Task details:
Within the records, determine how many lines contain the word "Order". Your reply must consist of that number only.

[Stored data]
════════════════

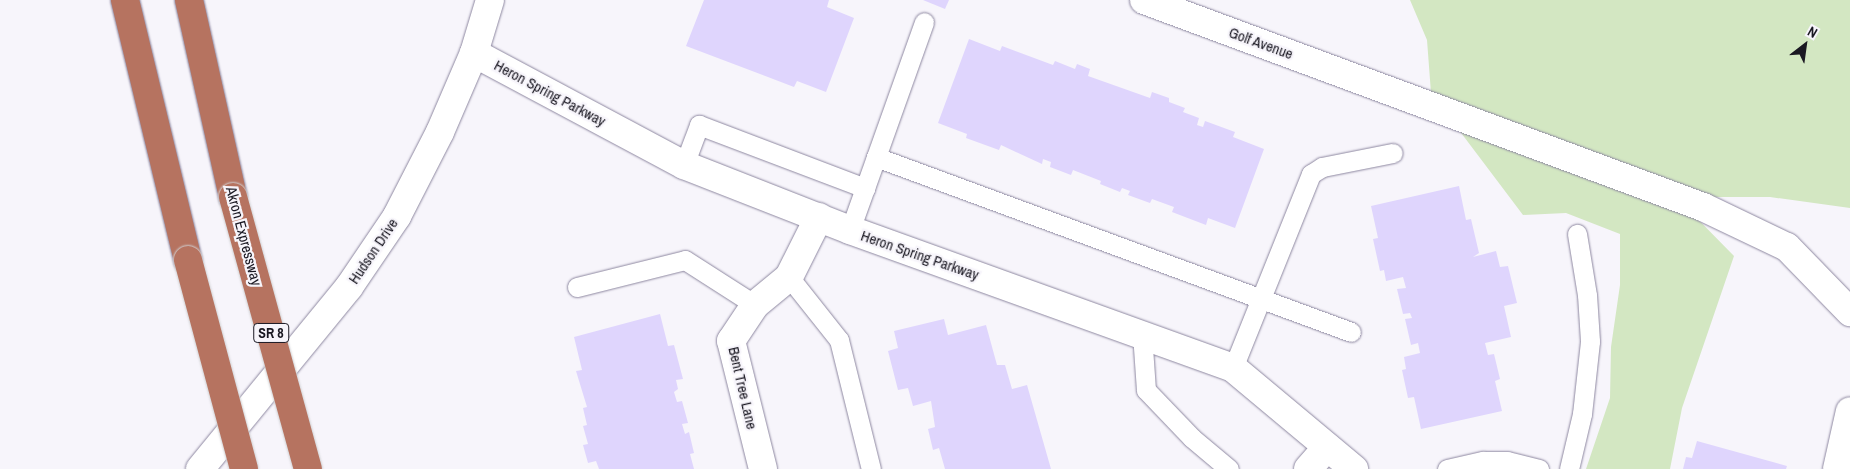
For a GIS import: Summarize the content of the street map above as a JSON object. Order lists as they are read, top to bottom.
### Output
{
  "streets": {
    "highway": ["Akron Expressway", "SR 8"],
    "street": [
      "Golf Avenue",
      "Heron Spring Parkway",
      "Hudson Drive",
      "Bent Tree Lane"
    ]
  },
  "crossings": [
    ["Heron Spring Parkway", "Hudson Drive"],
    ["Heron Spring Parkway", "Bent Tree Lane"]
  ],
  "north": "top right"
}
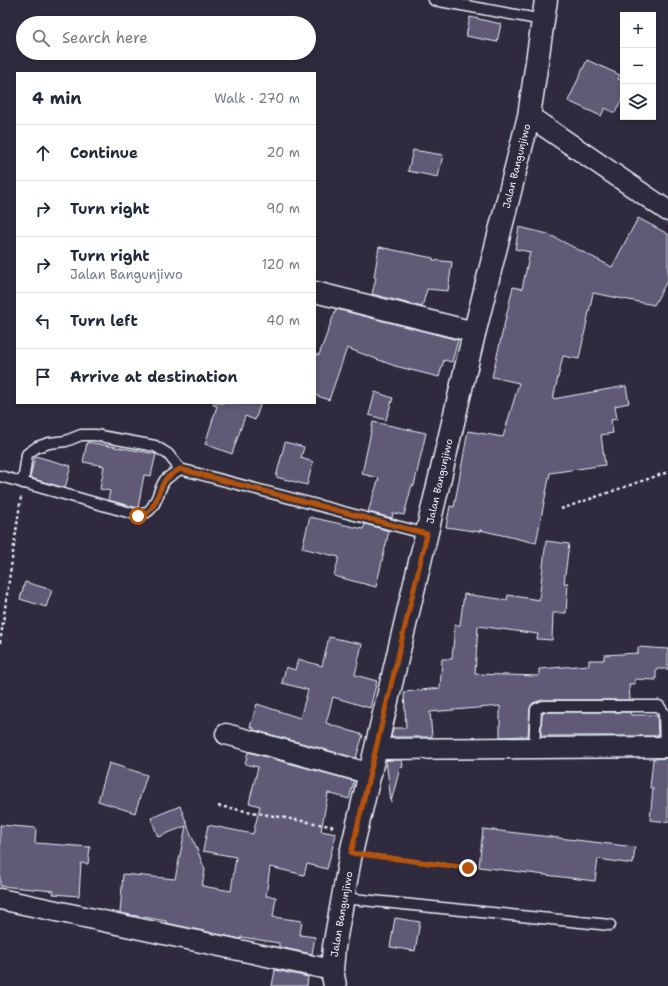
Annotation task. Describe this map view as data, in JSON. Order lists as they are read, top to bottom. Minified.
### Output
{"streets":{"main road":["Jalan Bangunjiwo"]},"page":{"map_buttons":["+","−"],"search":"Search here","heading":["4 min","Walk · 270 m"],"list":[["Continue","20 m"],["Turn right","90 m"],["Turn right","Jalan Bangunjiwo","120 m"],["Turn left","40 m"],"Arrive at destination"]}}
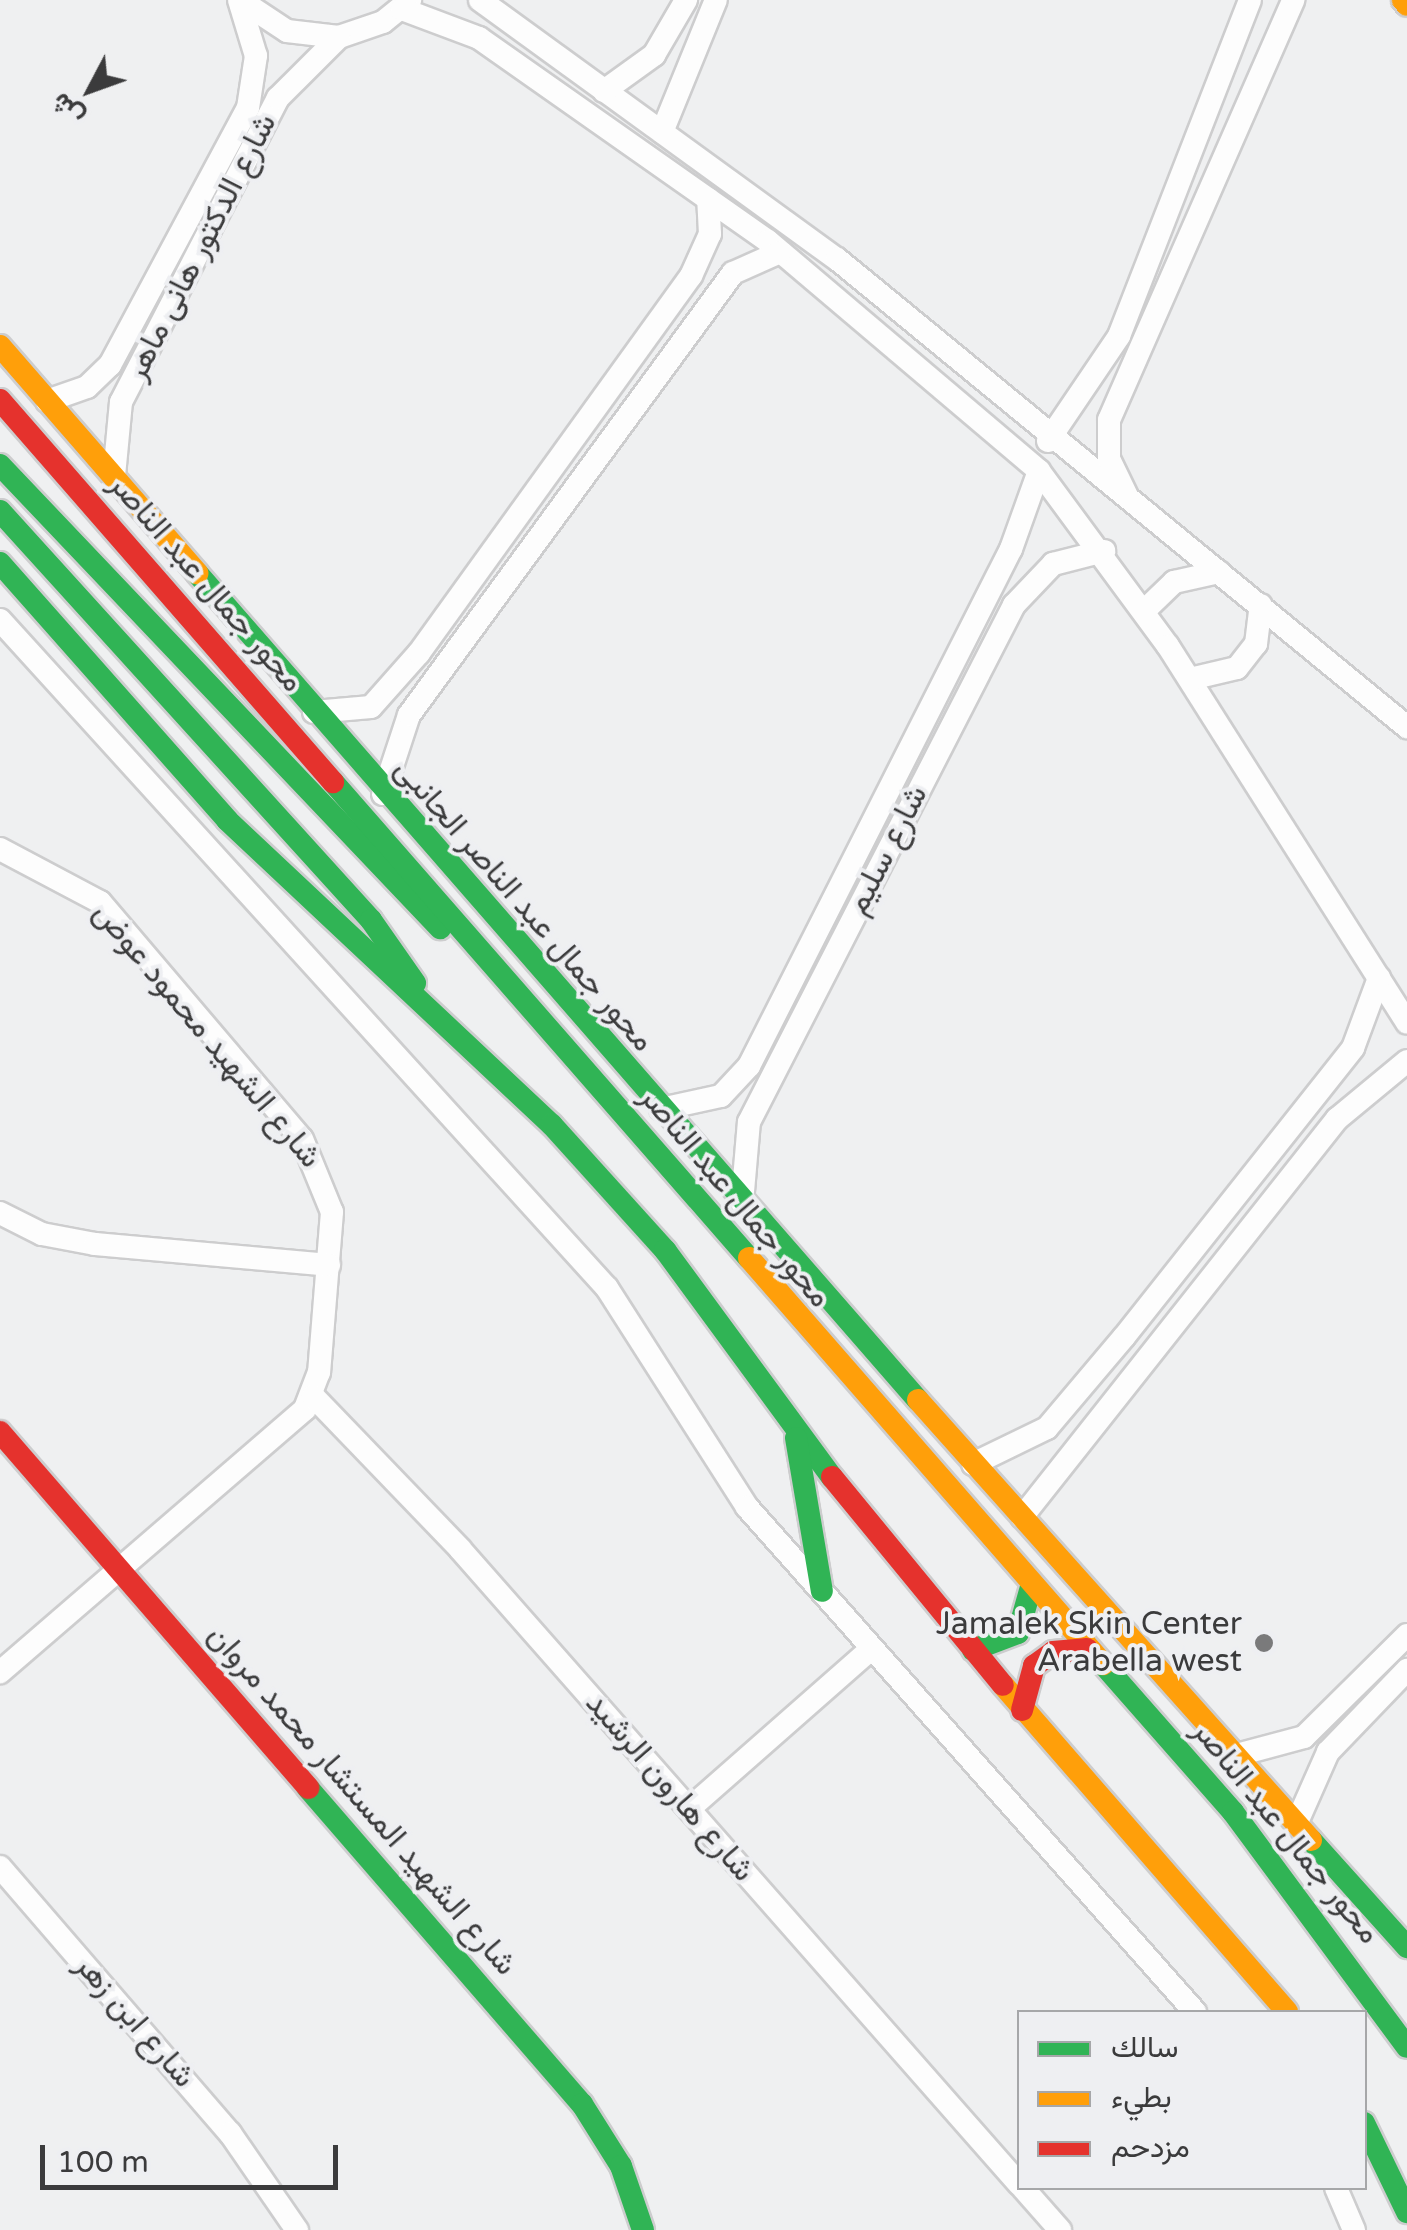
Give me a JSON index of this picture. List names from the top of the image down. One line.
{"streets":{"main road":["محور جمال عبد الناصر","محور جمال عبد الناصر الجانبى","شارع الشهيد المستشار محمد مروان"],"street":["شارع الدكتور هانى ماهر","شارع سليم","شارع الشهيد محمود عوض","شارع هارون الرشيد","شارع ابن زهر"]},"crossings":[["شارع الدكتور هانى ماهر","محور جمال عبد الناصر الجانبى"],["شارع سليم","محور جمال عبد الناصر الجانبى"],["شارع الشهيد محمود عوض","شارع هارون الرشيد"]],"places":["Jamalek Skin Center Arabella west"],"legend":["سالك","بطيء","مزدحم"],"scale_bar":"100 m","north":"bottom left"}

════════════════

Exercise solution:
2